Während die NBA ein fast unerreichbarer Traum ist, hat der 16-Jährige, der im Sommer ins NBBL-Team der 46ers wechseln wird, durchaus Ambitionen, eine Basketballkarriere hinzulegen: »Ich will in jedem Fall versuchen, so hoch wie möglich zu spielen. Das ist mit viel harter Arbeit verbunden, aber ich traue mir das zu. Allerdings weiß ich auch, dass man als Basketballprofi nicht unbedingt ausgesorgt hat, und peile ein Studium oder eine Ausbildung nebenher an.«

Damit der Traum des Profibasketballers wahr werden kann, hat Trainer Krapp jedoch noch eine Baustelle ausgemacht: »Er muss einfach auch mal öfter auf den Korb werfen. Es ist super, dass er als Aufbauspieler diese Ruhe ausstrahlt, dass man immer ein gutes Gefühl hat, wenn er den Ball in seinen Händen hält, aber hin und wieder muss man die Murmel auch einfach mal draufschmeißen.« Das sieht der talentierte Liebigschüler auch so, tut sich mit der Umsetzung jedoch schwer: »Klar macht es mir Spaß, Körbe zu erzielen.

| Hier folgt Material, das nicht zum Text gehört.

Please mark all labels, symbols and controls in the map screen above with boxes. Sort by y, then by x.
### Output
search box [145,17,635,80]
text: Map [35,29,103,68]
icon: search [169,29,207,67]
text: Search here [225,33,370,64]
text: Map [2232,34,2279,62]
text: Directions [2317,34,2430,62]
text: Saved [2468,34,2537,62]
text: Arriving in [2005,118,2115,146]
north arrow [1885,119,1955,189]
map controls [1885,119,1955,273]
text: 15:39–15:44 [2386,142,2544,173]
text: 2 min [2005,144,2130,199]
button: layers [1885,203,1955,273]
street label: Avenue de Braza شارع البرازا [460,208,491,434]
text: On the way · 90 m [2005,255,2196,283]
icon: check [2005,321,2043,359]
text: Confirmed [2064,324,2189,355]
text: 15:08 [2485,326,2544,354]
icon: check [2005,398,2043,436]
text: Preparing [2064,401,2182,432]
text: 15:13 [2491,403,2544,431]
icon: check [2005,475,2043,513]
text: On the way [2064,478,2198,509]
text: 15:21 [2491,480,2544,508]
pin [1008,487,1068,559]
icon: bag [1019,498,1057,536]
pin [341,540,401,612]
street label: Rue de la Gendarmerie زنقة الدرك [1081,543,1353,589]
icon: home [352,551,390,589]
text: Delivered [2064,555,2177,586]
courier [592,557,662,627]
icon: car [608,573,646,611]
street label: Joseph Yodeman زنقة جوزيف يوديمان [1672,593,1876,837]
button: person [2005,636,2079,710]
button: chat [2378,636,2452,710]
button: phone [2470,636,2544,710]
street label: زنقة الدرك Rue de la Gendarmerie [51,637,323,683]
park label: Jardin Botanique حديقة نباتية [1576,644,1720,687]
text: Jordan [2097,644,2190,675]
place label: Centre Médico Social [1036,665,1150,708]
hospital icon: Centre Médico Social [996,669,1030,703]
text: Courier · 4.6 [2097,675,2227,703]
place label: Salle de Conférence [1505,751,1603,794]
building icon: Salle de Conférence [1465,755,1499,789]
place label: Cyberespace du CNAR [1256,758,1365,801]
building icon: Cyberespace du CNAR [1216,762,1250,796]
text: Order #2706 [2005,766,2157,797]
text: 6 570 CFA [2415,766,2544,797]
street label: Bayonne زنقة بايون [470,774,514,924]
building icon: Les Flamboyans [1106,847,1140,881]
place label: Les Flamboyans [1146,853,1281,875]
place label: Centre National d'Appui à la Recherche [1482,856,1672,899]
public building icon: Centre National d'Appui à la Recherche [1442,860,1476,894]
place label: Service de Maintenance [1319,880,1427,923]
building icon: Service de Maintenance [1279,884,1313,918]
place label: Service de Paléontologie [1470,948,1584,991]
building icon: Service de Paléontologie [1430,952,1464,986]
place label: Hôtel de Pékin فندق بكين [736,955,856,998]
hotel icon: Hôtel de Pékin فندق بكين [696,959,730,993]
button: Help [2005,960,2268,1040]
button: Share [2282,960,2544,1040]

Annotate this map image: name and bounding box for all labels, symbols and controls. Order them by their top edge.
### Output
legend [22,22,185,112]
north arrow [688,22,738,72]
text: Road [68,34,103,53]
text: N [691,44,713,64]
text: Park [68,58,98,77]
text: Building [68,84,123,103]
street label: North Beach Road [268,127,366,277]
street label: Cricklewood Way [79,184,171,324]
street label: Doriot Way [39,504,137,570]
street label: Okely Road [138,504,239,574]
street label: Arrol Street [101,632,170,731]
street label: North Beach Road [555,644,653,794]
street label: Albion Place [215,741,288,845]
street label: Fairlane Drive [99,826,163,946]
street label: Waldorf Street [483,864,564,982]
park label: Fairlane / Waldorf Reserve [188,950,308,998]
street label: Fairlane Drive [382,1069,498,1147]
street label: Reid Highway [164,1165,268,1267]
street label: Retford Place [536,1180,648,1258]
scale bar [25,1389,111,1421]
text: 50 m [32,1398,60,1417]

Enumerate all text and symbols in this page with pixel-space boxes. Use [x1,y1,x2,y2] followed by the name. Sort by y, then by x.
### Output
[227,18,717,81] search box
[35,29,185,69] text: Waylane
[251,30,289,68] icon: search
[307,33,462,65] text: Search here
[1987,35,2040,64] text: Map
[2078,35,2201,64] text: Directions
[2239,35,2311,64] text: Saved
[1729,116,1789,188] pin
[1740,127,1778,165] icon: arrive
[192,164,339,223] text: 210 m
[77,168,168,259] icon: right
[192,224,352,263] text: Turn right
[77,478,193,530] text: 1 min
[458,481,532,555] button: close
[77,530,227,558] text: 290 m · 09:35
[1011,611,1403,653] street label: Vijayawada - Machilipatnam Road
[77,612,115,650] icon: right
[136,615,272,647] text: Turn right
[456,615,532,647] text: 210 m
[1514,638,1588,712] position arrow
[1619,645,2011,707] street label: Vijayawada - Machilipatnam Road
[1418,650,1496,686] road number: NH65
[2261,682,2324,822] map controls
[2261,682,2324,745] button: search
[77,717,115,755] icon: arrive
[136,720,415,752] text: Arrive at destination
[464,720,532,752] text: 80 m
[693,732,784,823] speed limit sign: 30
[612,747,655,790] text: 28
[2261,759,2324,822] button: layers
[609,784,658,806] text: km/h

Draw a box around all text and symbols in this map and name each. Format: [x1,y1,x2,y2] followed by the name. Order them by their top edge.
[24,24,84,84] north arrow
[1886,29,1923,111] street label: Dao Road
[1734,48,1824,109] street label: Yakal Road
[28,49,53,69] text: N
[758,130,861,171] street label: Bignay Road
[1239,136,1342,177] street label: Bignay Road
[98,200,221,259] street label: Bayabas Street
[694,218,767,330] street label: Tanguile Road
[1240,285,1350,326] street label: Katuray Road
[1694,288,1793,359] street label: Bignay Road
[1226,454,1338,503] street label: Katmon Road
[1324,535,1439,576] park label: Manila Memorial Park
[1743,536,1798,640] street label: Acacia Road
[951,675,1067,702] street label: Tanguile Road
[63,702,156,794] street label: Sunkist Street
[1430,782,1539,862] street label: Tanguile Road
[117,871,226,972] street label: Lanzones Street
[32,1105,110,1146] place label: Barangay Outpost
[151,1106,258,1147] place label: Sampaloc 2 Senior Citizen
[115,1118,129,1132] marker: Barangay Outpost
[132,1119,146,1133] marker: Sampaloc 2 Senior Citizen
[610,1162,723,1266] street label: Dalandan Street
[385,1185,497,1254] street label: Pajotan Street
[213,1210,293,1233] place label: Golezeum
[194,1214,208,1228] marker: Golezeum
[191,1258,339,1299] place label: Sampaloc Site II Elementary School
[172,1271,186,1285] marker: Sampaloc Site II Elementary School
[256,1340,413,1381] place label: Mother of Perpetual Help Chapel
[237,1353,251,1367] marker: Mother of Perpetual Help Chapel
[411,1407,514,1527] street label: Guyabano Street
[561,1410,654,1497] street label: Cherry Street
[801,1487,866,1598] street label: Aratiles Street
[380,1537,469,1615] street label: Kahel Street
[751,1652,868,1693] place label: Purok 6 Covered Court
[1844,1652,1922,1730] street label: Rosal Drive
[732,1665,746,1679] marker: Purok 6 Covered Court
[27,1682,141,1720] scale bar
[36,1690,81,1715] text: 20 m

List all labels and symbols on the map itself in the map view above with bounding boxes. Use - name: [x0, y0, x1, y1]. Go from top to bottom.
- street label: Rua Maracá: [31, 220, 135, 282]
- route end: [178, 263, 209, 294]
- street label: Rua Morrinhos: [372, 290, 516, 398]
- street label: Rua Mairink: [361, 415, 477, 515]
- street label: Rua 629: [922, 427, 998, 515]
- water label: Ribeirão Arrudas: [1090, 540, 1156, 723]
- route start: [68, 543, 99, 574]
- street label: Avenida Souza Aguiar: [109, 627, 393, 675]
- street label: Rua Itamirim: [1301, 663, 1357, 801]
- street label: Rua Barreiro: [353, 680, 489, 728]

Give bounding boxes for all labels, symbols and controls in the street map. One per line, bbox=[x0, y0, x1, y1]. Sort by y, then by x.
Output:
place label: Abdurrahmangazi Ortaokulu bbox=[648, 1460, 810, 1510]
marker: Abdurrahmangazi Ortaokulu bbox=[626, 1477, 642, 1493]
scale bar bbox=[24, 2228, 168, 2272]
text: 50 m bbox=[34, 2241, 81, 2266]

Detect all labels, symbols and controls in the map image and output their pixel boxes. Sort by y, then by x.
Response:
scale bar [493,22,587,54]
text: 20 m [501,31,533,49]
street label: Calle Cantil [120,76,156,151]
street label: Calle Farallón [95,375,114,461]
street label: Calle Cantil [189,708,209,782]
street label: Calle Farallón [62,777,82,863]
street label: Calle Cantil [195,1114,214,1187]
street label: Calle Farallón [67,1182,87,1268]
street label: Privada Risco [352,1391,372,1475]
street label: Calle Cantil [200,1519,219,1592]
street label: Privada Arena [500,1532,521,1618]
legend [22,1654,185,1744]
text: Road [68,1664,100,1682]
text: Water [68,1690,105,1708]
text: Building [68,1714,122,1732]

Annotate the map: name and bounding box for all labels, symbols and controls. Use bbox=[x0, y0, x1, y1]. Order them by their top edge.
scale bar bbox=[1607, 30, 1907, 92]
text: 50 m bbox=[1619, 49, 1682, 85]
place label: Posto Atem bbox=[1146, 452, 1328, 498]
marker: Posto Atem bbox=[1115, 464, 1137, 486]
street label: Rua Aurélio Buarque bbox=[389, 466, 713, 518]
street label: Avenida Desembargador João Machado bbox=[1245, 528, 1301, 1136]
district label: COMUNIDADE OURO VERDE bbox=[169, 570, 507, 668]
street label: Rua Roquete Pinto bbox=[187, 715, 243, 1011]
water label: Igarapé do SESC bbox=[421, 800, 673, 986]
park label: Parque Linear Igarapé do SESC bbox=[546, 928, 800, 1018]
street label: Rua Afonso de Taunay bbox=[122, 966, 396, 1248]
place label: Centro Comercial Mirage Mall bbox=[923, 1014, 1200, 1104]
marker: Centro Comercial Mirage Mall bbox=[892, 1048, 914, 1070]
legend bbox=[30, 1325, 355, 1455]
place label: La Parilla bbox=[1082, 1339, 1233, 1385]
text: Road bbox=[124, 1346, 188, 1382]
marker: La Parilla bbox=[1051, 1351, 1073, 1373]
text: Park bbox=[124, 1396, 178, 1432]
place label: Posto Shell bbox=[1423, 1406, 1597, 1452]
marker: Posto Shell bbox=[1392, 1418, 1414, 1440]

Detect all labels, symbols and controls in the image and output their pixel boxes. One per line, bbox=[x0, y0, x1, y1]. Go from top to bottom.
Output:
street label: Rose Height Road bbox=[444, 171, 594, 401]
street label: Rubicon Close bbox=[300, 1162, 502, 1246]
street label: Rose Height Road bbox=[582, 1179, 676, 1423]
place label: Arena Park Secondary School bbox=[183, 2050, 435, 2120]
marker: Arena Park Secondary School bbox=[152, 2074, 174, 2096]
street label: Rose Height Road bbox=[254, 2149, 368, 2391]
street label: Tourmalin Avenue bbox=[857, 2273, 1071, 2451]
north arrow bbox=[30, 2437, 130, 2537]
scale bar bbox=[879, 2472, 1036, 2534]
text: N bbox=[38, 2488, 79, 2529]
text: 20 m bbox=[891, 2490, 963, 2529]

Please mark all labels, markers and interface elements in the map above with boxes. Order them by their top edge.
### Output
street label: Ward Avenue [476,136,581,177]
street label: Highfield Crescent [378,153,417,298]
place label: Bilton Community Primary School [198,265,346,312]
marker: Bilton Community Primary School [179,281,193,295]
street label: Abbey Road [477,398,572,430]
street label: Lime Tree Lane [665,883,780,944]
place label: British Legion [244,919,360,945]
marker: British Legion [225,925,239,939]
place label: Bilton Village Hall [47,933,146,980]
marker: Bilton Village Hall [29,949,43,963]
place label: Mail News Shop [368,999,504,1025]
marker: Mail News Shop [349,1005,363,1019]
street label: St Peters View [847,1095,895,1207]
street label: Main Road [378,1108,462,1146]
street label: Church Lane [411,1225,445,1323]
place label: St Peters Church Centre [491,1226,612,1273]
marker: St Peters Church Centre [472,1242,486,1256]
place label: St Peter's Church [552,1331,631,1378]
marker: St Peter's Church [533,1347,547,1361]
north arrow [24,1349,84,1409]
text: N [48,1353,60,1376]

Aber ich spiele gerne den Extra-Pass und will mit meinen Aktionen Ruhe und Ordnung in unser Spiel bringen.«

Darauf, aber auch auf eine gewisse Korbgefahr von Sebastian »Manni« Brach, der vom DBB bereits zu Lehrgängen eingeladen wurde und mit seinen kongenialen Guardpartnern Tim Schneider und Paul Carl zu Leistungsträgern im Hessenkader gehört, wird es am Sonntag ankommen, wenn um 13 Uhr das erste JBBL-Playoffspiel gegen die Walter Tigers Tübingen steigt. »Darauf freuen wir uns alle sehr, Playoffs sind einfach was Besonderes«, lächelt Brach, ehe er sich wieder zu seinen Schulkameraden in die gerade begonnene Sportstunde gesellt.